Emerging environmental, health and safety challenges are driving the demand for proactive security. This represents a dramatic shift in mindset when designing, deploying and managing video systems across various applications.

Traditionally, video surveillance has been used as a reactive tool to aid investigations post-incident. Now, the advent of analytics can help security professionals identify threats before they escalate. Video analytics deliver new levels of video intelligence to autonomously detect, analyze and report events of interest as they are developing. This provides security professionals with the immediate awareness they need to quickly address, and in some cases, prevent potentially dangerous situations from escalating further.

However, it’s important for security leaders to keep in mind that all video analytics are not the same. Unlike conventional video analytics that employ image recognition technology to recognize static objects and classify objects, advanced behavioral analytics employ AI-driven technology to autonomously detect, analyze and recognize actions and events.

Next-generation video analytics is video understanding

Behavioral analytics recognize the behavior of diverse objects and their relevant actions and context. For example, if a vehicle is driving down a road and suddenly stops, this may indicate a problem if the vehicle stops in the middle of the road, yet may not be a problem if the vehicle stops on the side. Behavioral analytics automatically identify the location of the action as being in the middle of the road or the side of the road.

Other common examples of behavior analysis include the ability to differentiate between individuals embracing or fighting, recognizing a calm peaceful crowd or a raucous crowd which may become violent, and identifying a person falling versus a person bending over to tie their shoelaces. The ability to distinguish a potentially threatening or dangerous event of interest from a normal occurrence provides security professionals with the unique ability to initiate fast and appropriate responses to deescalate or minimize damaging incidents or even prevent such incidents from occurring.

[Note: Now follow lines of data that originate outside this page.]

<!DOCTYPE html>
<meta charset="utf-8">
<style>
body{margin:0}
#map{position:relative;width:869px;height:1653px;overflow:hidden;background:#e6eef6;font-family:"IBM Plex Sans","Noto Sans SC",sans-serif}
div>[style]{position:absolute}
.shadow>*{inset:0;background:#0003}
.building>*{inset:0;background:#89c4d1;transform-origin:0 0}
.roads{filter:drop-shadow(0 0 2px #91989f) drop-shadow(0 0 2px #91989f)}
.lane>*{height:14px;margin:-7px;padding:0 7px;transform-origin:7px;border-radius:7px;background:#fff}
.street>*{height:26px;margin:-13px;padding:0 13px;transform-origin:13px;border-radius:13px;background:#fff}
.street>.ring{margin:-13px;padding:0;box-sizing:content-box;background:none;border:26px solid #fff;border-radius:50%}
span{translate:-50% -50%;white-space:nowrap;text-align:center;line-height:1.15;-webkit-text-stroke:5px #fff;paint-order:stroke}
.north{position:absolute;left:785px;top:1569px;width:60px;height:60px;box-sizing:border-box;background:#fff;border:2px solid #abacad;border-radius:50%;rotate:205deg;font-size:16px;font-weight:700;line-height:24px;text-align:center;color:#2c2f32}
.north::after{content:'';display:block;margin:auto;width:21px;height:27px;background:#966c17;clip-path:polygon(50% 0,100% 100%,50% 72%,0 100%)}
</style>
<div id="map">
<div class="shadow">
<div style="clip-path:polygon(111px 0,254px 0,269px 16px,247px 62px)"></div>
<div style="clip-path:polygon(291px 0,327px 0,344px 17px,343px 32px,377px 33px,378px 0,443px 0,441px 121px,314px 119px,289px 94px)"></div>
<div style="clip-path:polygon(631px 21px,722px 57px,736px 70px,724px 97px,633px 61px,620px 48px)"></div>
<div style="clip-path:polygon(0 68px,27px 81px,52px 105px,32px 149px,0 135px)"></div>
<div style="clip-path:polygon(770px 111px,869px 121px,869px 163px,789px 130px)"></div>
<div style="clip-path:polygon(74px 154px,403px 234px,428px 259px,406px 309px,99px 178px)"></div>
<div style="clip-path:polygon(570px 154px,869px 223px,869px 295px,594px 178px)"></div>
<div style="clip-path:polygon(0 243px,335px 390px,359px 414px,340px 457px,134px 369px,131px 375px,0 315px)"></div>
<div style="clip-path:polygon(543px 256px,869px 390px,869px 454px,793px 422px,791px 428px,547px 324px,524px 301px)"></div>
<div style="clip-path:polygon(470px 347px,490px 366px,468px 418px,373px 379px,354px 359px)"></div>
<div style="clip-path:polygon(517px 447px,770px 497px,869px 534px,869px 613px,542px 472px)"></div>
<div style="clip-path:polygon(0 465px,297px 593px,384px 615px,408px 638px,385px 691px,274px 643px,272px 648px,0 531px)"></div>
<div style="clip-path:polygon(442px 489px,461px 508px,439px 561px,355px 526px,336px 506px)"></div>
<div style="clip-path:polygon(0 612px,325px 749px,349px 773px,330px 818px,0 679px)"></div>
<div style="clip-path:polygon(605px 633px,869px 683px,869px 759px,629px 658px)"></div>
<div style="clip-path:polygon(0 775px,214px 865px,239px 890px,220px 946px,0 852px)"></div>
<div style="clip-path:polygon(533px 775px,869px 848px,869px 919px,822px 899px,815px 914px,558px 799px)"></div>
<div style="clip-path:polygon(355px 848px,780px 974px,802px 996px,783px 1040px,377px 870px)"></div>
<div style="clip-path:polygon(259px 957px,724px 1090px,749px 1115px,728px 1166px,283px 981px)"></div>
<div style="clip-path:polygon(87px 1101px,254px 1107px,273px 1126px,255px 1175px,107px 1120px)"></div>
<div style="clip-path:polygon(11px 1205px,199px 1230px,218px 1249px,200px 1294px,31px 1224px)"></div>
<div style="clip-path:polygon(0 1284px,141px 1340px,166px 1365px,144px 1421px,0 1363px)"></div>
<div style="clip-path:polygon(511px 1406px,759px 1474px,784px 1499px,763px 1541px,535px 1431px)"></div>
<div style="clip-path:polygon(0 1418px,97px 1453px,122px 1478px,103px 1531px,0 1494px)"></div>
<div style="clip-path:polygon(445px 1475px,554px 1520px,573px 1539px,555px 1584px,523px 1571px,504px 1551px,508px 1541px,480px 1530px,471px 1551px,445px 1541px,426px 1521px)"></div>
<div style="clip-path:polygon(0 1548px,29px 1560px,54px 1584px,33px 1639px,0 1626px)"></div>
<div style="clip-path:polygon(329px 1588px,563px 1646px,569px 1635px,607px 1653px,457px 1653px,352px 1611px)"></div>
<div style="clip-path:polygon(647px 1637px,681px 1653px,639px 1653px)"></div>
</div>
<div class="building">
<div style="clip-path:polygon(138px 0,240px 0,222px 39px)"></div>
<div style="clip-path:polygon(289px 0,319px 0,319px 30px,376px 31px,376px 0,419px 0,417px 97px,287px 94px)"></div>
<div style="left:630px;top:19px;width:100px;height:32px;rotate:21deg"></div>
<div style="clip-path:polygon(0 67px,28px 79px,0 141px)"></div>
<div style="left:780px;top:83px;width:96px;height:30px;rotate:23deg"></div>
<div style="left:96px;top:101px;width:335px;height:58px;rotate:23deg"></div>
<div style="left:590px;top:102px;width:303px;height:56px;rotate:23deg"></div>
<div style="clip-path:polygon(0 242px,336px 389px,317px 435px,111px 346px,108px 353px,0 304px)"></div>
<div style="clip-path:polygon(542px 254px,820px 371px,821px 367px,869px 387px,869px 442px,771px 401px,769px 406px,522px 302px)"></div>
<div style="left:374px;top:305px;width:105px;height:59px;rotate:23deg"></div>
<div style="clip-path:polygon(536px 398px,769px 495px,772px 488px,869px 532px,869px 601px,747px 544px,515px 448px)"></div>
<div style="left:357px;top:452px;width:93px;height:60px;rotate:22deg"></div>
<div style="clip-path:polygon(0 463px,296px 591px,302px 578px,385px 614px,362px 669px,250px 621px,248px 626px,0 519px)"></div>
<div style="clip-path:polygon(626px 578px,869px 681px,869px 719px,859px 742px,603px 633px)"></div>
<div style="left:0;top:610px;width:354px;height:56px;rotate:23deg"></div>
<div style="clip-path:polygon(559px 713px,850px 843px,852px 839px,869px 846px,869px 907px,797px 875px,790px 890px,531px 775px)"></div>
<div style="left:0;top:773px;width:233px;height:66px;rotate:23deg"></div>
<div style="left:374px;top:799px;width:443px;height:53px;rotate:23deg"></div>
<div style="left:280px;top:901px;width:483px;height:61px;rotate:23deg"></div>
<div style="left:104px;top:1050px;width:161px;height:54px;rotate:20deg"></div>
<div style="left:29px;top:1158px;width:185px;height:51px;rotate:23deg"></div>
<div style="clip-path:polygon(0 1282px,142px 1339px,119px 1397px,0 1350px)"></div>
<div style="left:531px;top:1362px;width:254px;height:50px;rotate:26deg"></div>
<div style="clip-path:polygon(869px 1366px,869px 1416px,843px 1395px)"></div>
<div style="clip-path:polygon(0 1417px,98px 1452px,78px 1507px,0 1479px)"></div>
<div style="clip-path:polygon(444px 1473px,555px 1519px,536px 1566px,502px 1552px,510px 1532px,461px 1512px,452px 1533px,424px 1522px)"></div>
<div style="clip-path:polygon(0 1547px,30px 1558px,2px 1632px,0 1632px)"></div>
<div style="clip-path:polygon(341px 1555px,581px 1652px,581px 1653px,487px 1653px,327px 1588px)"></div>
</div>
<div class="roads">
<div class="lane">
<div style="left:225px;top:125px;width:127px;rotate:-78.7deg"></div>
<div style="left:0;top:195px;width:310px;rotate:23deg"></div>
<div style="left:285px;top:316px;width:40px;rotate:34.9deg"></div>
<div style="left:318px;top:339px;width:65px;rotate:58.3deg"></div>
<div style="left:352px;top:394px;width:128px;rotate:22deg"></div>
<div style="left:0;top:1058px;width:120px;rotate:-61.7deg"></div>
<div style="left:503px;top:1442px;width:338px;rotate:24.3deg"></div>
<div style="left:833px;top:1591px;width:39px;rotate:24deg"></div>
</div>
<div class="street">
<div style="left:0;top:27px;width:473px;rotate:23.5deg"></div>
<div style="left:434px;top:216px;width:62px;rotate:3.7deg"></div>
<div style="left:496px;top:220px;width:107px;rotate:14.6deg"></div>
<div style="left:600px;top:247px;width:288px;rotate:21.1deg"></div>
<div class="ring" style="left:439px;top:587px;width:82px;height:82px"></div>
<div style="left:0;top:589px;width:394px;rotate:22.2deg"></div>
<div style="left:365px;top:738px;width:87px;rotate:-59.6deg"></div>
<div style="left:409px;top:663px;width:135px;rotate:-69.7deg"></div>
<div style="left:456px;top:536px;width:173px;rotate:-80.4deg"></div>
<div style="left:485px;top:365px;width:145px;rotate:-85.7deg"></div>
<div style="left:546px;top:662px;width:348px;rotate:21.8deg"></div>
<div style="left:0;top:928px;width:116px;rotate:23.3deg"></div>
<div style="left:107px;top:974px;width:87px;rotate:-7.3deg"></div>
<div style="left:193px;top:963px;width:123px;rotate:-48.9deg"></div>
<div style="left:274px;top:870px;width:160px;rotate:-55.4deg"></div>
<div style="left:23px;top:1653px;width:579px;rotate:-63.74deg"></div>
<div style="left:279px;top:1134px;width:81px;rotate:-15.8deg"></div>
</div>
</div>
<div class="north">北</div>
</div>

Behaviors and dynamic situations have many variations that need to be understood and recognized. People don’t fight in only one way — they fight in many ways, and people can fall on the floor in many ways. In the examples above, behavioral analytics must discern between events that look similar, such as fighting or hugging and a person falling to the ground or simply bending over. Behavioral analytics can do this by learning from video clips to create a unique signature for the behavior in the clip. Then, when processing live video streams, it can spot such signatures and raise an alarm that something is amiss.

Security leaders can leverage analytics to proactively address safety concerns. Behavioral analytics can have the ability to autonomously detect events of interest, such as violent and suspicious activity, crowd behavior, perimeter (protection) violations, public health violations, traffic congestion and accidents, environmental and personal safety threats, and occupancy and mobility counting. Video analytics can improve security and environmental, health and safety monitoring accuracy by eliminating the need for personnel to monitor large numbers of cameras simultaneously. As a result, they can also help reduce personnel cost associated with monitoring large video systems and responding to false alarms while improving security operations center (SOC)/security personnel performance by allowing them to focus on real events of interest and provide additional services.

Automating intelligence with surveillance analytics

Behavioral recognition video analytics provide actionable intelligence on the events that matter most to help minimize potentially dangerous situations, reduce liabilities, mitigate risks, and maintain compliance with new and emerging mandates.

Behavioral recognition video analytics are already being deployed around the world for a wide range of use cases including safe and smart cities, transportation hubs, banking and financial institutions, corporate and education campuses, healthcare facilities as well as for industrial and manufacturing occupational and environmental safety. The success of established and future deployments will only serve to further accelerate the deployment of advanced behavioral recognition video analytics, transforming traditional reactive video systems into proactive sources of video data and intelligence.